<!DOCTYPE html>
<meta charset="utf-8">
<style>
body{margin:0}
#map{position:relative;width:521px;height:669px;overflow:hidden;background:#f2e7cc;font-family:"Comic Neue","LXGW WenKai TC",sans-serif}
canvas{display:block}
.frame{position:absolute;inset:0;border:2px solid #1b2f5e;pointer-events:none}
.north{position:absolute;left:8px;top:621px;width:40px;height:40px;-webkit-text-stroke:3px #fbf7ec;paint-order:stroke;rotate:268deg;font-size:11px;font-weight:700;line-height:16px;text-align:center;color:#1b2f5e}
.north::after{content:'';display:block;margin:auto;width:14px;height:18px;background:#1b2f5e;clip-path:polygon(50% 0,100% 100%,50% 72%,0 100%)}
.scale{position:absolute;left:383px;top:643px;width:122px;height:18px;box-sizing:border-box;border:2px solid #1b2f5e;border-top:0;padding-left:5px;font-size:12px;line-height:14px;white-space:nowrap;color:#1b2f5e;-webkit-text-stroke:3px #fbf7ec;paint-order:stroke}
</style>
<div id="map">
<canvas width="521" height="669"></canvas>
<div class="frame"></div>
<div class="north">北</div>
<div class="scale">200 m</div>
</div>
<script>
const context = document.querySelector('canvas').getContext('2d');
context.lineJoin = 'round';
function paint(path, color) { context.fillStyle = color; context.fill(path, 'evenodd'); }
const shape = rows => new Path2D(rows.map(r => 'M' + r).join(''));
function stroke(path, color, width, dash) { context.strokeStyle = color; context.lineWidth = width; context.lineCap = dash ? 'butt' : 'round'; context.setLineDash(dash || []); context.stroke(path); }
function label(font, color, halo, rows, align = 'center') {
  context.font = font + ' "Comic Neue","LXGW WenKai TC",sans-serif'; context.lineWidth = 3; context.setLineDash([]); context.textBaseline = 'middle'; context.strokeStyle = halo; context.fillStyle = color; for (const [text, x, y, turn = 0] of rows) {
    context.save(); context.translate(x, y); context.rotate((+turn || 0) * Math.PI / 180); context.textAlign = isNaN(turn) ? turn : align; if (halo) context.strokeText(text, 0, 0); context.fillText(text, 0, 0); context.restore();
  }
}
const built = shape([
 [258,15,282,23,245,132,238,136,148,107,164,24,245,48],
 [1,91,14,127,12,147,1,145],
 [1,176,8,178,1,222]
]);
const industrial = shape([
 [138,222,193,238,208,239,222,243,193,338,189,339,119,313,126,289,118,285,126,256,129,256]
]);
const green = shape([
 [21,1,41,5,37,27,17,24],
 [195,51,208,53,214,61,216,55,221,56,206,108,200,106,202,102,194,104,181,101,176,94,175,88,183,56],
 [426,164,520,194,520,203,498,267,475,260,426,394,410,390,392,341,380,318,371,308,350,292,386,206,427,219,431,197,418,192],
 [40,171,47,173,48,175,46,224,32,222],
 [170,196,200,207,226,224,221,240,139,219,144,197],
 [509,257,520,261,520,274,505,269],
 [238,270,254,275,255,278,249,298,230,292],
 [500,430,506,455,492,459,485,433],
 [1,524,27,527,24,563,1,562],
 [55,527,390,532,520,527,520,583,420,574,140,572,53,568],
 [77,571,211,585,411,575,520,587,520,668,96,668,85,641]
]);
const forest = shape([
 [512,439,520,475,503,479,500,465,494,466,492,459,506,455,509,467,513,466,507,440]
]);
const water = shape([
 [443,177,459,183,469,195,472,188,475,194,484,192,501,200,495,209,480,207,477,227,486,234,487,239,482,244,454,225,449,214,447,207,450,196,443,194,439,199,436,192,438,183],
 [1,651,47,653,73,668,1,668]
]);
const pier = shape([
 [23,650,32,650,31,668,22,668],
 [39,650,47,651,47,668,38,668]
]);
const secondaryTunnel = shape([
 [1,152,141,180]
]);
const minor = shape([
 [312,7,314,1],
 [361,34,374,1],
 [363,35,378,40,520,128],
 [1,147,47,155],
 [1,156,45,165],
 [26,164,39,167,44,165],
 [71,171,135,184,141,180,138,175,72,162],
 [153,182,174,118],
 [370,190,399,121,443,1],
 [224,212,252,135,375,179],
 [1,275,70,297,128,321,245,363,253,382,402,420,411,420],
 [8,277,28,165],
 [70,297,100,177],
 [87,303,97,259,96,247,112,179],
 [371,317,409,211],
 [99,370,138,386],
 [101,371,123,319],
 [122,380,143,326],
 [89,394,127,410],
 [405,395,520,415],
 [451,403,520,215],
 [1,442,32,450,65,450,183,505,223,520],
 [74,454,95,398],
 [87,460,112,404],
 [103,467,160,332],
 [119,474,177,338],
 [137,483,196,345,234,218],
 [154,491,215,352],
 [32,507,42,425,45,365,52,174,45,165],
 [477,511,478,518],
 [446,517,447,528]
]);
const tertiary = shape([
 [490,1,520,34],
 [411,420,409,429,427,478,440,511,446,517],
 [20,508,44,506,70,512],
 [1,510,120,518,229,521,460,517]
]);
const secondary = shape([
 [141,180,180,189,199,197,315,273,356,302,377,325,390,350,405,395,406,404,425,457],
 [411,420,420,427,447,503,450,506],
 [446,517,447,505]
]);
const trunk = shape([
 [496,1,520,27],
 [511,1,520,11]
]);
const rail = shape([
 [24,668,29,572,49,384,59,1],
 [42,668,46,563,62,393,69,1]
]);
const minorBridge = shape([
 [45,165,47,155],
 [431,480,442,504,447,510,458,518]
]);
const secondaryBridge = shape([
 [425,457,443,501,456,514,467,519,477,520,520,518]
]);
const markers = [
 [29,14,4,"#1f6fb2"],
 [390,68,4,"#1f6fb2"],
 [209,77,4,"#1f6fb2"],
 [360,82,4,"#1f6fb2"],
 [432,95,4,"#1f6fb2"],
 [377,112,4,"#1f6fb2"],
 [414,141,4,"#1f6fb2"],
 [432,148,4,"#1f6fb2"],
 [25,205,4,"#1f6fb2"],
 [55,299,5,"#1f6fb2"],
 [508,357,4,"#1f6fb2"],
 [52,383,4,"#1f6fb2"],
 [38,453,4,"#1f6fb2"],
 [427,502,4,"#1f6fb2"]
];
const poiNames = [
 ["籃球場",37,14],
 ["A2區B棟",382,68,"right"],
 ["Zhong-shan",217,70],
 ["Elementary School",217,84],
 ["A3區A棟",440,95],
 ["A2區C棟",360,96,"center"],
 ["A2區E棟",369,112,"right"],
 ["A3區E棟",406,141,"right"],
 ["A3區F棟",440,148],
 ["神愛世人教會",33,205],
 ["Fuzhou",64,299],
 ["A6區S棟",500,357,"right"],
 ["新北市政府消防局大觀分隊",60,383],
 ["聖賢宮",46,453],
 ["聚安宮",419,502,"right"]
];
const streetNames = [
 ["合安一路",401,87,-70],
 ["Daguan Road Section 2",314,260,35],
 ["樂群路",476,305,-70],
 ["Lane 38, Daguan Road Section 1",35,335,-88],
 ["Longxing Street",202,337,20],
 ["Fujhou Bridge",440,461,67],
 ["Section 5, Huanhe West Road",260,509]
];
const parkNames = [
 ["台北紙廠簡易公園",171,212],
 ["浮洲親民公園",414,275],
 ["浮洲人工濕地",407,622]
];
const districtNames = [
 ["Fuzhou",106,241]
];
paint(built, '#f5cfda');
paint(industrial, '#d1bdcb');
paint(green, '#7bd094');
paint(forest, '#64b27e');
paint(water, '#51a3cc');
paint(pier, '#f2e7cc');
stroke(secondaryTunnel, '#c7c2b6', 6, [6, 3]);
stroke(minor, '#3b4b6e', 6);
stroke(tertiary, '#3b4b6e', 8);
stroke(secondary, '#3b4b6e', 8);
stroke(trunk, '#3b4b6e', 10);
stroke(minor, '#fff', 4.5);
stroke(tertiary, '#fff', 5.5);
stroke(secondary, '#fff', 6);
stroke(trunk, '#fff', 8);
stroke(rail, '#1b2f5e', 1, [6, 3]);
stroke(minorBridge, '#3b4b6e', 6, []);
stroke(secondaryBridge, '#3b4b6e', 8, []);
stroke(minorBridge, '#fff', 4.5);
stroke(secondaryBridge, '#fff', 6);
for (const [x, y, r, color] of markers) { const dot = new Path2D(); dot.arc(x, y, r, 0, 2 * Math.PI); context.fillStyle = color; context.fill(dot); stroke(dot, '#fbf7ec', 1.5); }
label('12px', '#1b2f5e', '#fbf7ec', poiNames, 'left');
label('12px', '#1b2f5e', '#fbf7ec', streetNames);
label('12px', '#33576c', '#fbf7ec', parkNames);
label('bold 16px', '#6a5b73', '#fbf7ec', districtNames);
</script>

○ ○ ○ ○ ○ ○ ○

▶ [YOUR OBJECTIVE]
Locate and copy each line in the data above that includes the word "setLineDash".

▶ [OUTPUT BELOW]
function stroke(path, color, width, dash) { context.strokeStyle = color; context.lineWidth = width; context.lineCap = dash ? 'butt' : 'round'; context.setLineDash(dash || []); context.stroke(path); }
  context.font = font + ' "Comic Neue","LXGW WenKai TC",sans-serif'; context.lineWidth = 3; context.setLineDash([]); context.textBaseline = 'middle'; context.strokeStyle = halo; context.fillStyle = color; for (const [text, x, y, turn = 0] of rows) {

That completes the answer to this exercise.